Per quanto attiene nello specifico la responsabilità degli enti pubblici in tema di sinistri stradali, gli Ermellini hanno ribadito una serie di principi generali; a) sussiste un obbligo generale, per la pubblica amministrazione, di adottare misure idonee ad evitare delle situazioni di pericolo; b) nel caso specifico di strade aperte al traffico, è configurabile una responsabilità ex art. 2051 c.c. dell’ente proprietario della stessa, quando sia accertato che il danno si è verificato a causa di un difetto, anomalia, della strada medesima, salvo che l’ente non riesca a dimostrare di non aver potuto far nulla per evitare il danno; c) l’ente pubblico, supera la presunzione di colpa, ex art. 2051 c.c., qualora dimostri che il danno si è verificato per una causa improvvisa, e non per un difetto di diligenza nella sorveglianza del manto stradale.

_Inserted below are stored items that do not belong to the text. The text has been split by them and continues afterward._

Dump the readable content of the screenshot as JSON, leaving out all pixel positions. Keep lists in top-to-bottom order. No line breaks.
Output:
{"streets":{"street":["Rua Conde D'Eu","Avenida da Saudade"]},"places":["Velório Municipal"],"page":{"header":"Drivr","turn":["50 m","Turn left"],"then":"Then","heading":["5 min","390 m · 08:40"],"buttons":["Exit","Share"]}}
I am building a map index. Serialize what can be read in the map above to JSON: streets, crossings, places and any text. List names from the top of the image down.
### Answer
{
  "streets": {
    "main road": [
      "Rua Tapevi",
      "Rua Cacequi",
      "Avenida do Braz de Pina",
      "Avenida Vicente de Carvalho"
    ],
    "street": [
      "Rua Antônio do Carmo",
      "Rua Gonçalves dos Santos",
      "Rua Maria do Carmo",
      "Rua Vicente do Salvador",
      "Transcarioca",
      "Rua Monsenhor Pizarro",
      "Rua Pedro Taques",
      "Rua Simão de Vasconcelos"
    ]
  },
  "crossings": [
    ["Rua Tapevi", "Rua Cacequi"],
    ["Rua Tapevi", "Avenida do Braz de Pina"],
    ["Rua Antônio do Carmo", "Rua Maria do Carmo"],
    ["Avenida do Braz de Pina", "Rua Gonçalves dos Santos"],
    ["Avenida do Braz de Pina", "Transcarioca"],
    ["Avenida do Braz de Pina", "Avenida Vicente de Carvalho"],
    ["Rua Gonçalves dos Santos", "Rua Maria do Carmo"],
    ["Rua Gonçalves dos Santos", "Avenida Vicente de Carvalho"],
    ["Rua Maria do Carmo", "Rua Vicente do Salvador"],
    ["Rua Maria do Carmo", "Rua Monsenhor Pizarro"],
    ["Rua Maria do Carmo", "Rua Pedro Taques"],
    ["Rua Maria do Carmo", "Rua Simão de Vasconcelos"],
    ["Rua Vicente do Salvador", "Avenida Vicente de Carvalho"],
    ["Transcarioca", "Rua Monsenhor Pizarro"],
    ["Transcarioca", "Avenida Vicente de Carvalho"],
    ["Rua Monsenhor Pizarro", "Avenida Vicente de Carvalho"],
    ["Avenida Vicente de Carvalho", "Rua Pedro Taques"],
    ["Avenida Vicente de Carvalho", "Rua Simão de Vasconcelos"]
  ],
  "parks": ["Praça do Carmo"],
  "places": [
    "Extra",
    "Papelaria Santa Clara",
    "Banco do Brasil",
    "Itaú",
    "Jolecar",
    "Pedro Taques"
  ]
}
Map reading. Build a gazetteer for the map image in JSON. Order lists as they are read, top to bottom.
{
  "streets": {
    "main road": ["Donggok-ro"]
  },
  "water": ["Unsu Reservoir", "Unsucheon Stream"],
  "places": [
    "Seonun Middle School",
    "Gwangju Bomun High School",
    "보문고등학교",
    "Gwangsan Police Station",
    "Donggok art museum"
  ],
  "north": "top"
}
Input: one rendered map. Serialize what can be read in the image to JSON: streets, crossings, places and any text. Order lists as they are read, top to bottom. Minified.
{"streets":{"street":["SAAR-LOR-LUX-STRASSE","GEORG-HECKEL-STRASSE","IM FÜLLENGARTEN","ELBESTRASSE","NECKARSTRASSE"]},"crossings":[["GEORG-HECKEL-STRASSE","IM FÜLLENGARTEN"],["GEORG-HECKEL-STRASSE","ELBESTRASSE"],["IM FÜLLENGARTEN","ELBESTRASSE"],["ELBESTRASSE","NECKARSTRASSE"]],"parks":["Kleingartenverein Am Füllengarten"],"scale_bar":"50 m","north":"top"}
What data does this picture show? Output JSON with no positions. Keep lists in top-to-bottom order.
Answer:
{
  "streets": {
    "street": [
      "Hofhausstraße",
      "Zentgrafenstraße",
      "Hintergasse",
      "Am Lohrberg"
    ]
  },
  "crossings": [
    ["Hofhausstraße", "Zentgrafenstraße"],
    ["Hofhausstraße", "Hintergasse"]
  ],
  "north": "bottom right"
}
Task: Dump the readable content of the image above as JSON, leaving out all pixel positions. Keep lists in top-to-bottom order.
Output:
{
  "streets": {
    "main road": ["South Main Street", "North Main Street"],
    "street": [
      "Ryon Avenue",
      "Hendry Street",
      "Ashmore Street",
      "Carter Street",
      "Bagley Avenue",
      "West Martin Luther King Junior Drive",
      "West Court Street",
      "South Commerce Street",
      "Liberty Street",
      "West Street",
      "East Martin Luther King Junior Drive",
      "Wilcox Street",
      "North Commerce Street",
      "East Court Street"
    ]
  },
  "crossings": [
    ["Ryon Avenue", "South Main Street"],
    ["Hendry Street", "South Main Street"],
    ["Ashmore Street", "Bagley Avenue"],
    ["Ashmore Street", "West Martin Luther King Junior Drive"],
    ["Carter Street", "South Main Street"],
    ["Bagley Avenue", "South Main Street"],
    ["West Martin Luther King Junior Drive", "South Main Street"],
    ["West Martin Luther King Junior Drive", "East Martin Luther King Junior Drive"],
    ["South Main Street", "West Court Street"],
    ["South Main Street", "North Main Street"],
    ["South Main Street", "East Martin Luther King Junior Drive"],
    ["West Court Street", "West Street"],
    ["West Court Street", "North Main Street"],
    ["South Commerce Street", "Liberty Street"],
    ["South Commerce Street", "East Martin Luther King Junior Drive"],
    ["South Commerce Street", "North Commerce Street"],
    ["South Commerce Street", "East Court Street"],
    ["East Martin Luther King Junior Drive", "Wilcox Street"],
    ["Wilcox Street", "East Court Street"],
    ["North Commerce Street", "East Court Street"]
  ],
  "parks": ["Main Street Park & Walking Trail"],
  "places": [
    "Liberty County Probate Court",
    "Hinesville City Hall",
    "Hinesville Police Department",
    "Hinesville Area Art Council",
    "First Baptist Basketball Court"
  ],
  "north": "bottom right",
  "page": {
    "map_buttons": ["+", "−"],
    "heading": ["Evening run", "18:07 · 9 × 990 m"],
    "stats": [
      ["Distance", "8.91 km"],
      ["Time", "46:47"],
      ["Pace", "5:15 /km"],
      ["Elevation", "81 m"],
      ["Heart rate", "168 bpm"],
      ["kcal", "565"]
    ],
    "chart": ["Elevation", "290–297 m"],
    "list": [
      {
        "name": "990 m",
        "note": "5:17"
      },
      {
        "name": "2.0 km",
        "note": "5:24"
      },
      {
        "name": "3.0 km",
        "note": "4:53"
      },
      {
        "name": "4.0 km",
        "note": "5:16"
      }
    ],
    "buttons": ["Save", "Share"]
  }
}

Rilevante, ai fini dell’esclusione della responsabilità del custode, è che sia intervenuto il fatto di un terzo che sia stato idoneo e sufficiente a determinare l’evento. Tale “fatto del terzo”, dovrà avere i seguenti requisiti: autonomia, eccezionalità, imprevedibilità e inevitabilità. In sostanza, il comportamento del terzo, che può essere lo stesso danneggiato, deve ritenersi eccezionale e perciò non corrispondente ad una sequenza causale “ordinaria”, ovvero una sequenza prevedibile.

Gli Ermellini, passando al caso ad essi sottoposto, hanno statuito che il fatto che una strada risulti molto “sconnessa, con buche e rappezzi”, non costituisce, di per sé, una causa che può escludere la responsabilità dell’ente pubblico. Il comportamento disattento dell’utente della strada, non può essere incluso nell’imprevedibile. Il principio generale e applicabile in tali situazioni, infatti, è quello per cui quanto meno la cosa e' pericolosa e quanto piu' la situazione di pericolo e' suscettibile di essere prevista, tanto piu' incidente deve ritenersi il comportamento della vittima.

L’ente proprietario della strada aperta al pubblico transito, si presume quindi responsabile, ai sensi dell’art. 2051 c.c., dei sinistri che siano riconducibili alla struttura e alla conformazione della strada e delle sue pertinenze. Potrà influire la condotta del danneggiato soltanto laddove questa assuma un efficacia causale esclusiva, ovvero soltanto laddove il comportamento dello stesso possa qualificarsi come “abnorme”.